Member of the Legislative Assembly of British Columbia
- In office 1945–1952
- Preceded by: Kenneth C. MacDonald
- Succeeded by: Lorne Shantz
- Constituency: North Okanagan

Personal details
- Born: July 24, 1897 Prescott, Ontario
- Died: March 16, 1980 (aged 82) Vernon, British Columbia
- Party: Liberal
- Occupation: lawyer

= Charles William Morrow =

Canadian politician

Charles William Morrow (July 24, 1897 – March 16, 1980) was a lawyer, judge and political figure in British Columbia. He represented North Okanagan in the Legislative Assembly of British Columbia from 1945 to 1952 as a Liberal.
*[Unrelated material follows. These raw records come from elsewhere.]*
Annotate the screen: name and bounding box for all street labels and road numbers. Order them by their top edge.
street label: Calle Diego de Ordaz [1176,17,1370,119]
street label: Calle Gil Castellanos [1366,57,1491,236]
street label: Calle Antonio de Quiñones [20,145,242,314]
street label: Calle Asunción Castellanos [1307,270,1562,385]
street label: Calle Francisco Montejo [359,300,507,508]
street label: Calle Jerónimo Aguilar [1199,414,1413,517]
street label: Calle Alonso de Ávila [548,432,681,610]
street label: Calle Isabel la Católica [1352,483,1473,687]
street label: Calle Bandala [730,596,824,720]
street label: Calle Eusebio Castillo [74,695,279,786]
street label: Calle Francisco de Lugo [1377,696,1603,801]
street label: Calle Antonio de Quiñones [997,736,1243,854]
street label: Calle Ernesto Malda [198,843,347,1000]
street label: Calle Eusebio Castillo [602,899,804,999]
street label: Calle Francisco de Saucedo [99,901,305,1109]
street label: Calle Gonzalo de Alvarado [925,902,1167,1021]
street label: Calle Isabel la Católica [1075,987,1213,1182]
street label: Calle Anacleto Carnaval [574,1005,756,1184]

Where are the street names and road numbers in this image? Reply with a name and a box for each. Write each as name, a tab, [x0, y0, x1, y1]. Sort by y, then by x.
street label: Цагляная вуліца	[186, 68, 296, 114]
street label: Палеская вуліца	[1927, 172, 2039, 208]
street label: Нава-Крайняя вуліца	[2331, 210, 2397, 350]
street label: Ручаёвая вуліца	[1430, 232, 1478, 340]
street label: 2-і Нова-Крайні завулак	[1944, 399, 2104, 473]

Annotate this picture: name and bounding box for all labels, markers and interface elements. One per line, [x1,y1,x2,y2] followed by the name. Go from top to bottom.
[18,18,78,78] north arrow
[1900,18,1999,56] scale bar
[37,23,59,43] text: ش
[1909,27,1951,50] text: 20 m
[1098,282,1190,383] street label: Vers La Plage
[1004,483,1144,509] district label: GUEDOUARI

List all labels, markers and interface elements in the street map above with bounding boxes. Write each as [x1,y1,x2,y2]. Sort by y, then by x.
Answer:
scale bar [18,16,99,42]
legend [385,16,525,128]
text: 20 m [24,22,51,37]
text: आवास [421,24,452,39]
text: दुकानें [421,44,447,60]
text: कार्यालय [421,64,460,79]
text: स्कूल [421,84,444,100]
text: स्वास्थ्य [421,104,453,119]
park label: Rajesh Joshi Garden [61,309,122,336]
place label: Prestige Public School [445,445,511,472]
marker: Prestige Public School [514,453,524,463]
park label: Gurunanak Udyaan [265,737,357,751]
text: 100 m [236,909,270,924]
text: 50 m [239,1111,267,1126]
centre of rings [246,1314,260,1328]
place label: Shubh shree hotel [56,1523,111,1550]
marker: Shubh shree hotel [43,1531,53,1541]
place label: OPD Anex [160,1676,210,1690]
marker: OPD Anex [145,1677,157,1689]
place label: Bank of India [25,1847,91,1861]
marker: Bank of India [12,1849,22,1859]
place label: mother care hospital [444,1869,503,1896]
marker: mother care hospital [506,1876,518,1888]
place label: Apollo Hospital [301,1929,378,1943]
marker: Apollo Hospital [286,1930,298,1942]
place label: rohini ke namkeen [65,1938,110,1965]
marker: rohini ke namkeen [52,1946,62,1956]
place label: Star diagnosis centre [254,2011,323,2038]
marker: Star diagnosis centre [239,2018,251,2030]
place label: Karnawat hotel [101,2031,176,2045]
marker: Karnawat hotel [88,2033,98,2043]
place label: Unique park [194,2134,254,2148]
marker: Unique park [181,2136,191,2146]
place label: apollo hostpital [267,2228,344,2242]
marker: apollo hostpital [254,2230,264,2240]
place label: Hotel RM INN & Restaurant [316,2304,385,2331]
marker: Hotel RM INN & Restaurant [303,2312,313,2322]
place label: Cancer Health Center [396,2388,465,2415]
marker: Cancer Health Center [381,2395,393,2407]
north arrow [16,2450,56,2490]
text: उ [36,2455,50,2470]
He was born in Prescott, Ontario and was educated in British Columbia. Morrow was called to the British Columbia bar in 1920 and practised in Vernon, serving as city solicitor for 25 years. Morrow was a member of the Dominion Council for the Boy Scouts of Canada. During World War I, he served in the infantry and the Royal Air Force. During World War II, Morrow commanded the Pacific Coast Rangers in the North Okanagan region. In the provincial assembly, he was a member of the Liberal-Conservative coalition, serving as deputy speaker and government whip. Morrow was defeated when he ran for reelection in 1952. He was named a British Columbia county court judge in 1956, moving to Prince George in Cariboo County. In 1965, he was transferred to Yale County. Morrow served on several Royal Commissions for the provincial government. He retired from the bench in 1972. In 1977, he was given the Freedom of the City for Vernon. He died in 1980.